[PROBLEM STATEMENT] Transcribe exactly the line that contains "- رأس جدير</span>" and every line after it through the end of the records, with nothing else.

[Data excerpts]

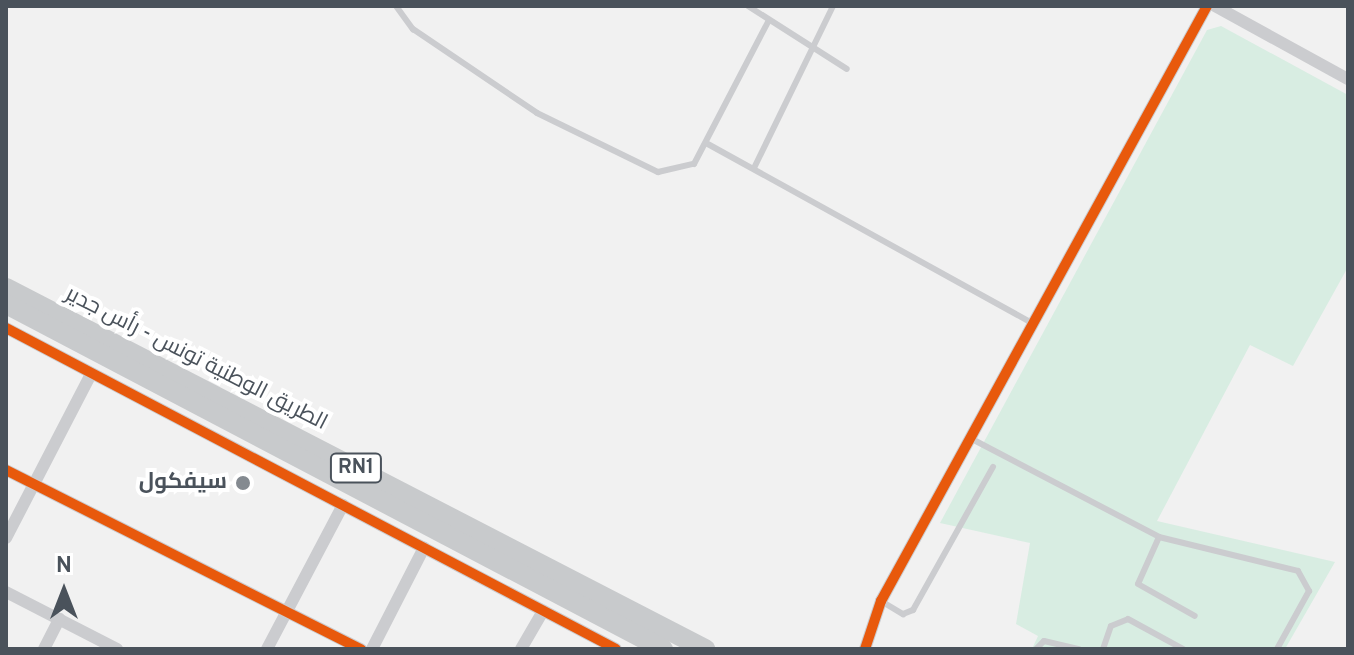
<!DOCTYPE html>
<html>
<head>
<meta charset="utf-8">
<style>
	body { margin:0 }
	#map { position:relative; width:1354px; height:655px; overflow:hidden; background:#f1f1f1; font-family:Overpass,Cairo,sans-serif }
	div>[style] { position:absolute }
	.green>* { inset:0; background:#d8ede2 }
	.lane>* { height:6px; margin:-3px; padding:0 3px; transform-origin:3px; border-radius:3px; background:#cbcccf }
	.street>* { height:12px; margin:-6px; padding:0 6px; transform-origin:6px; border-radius:6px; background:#cbcccf }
	.primary>* { height:20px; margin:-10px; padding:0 10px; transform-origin:10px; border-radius:10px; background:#c8cacc }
	.cycleway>* { height:10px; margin:-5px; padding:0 5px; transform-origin:5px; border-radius:5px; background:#e8590c }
	.dots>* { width:22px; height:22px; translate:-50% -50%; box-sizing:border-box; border:4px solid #fff; border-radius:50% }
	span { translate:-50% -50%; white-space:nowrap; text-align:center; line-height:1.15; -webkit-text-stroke:8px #fff; paint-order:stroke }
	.shield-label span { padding:2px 6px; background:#fff; border:2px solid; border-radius:6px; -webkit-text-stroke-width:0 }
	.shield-label { font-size:20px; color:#4a525b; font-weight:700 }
	.street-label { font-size:22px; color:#4a525b }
	.poi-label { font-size:22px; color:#4a525b; font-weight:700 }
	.right { translate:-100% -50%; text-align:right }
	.frame { position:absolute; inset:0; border:8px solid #4a525b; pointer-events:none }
	.north { position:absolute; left:24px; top:551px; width:80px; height:80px; -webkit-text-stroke:6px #fff; paint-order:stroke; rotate:0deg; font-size:22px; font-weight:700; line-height:32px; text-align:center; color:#4a525b }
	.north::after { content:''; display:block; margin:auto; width:28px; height:36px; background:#4a525b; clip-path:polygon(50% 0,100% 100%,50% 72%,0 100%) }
</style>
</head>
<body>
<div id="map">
	<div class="green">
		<i style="clip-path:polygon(1221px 26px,1348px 95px,1348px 267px,1293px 366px,1250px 345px,1157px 521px,1335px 562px,1285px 649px,1032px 649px,1038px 636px,1016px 624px,1030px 543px,940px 523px,1207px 30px)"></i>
	</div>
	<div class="lane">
		<i style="left:396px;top:6px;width:29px;rotate:54deg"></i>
		<i style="left:413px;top:29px;width:150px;rotate:34.1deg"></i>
		<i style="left:537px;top:113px;width:135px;rotate:26deg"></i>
		<i style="left:658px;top:172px;width:37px;rotate:-13deg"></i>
		<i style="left:694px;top:164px;width:162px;rotate:-62.5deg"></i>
		<i style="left:748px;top:6px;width:117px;rotate:32.5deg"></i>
		<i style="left:706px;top:143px;width:370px;rotate:28.9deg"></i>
		<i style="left:754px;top:168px;width:180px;rotate:-64deg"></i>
		<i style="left:970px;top:438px;width:213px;rotate:27.6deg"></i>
		<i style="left:1159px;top:537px;width:51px;rotate:114.1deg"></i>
		<i style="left:1138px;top:584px;width:65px;rotate:29.3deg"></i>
		<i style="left:1159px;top:537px;width:143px;rotate:13.7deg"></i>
		<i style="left:1298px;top:571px;width:23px;rotate:61deg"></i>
		<i style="left:1309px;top:591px;width:66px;rotate:118.9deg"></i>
		<i style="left:881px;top:601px;width:26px;rotate:31deg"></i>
		<i style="left:903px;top:614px;width:11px;rotate:-22deg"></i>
		<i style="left:913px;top:610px;width:164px;rotate:-60.8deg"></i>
		<i style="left:1036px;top:649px;width:11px;rotate:-45deg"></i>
		<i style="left:1044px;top:641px;width:36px;rotate:13deg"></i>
		<i style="left:1103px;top:649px;width:24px;rotate:-71deg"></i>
		<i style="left:1111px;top:626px;width:18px;rotate:-22deg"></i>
		<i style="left:1128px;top:619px;width:63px;rotate:28.6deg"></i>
	</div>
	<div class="street">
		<i style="left:1215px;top:6px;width:152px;rotate:28.8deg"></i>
		<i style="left:6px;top:328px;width:689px;rotate:27.75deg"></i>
		<i style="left:6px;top:470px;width:398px;rotate:26.8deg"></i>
		<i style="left:6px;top:538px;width:182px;rotate:-62.6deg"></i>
		<i style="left:6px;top:592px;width:125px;rotate:27.2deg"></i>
		<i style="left:44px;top:649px;width:34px;rotate:-63deg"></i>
		<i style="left:267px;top:649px;width:163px;rotate:-62.2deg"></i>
		<i style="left:372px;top:649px;width:114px;rotate:-62.8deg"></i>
		<i style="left:521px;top:649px;width:44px;rotate:-59.9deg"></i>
		<i style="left:865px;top:649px;width:51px;rotate:-71.6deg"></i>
		<i style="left:881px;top:601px;width:678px;rotate:-61.28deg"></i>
	</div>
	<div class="primary">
		<i style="left:6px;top:288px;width:787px;rotate:27.31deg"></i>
		<i style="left:6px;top:304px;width:742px;rotate:27.7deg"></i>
	</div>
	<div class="cycleway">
		<i style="left:6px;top:328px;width:689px;rotate:27.75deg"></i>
		<i style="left:6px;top:470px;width:398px;rotate:26.8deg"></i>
		<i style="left:865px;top:649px;width:51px;rotate:-71.6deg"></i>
		<i style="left:881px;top:601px;width:678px;rotate:-61.28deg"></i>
	</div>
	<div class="dots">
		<i style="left:243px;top:483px;background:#848a90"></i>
	</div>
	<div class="shield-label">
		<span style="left:356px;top:468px">RN1</span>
	</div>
	<div class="street-label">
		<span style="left:196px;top:359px;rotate:27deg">الطريق الوطنية تونس - رأس جدير</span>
	</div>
	<div class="poi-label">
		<span class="right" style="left:227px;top:483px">سيفكول</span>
	</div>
	<div class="frame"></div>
	<div class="north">N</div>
</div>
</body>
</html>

[RESPONSE BELOW]
		<span style="left:196px;top:359px;rotate:27deg">الطريق الوطنية تونس - رأس جدير</span>
	</div>
	<div class="poi-label">
		<span class="right" style="left:227px;top:483px">سيفكول</span>
	</div>
	<div class="frame"></div>
	<div class="north">N</div>
</div>
</body>
</html>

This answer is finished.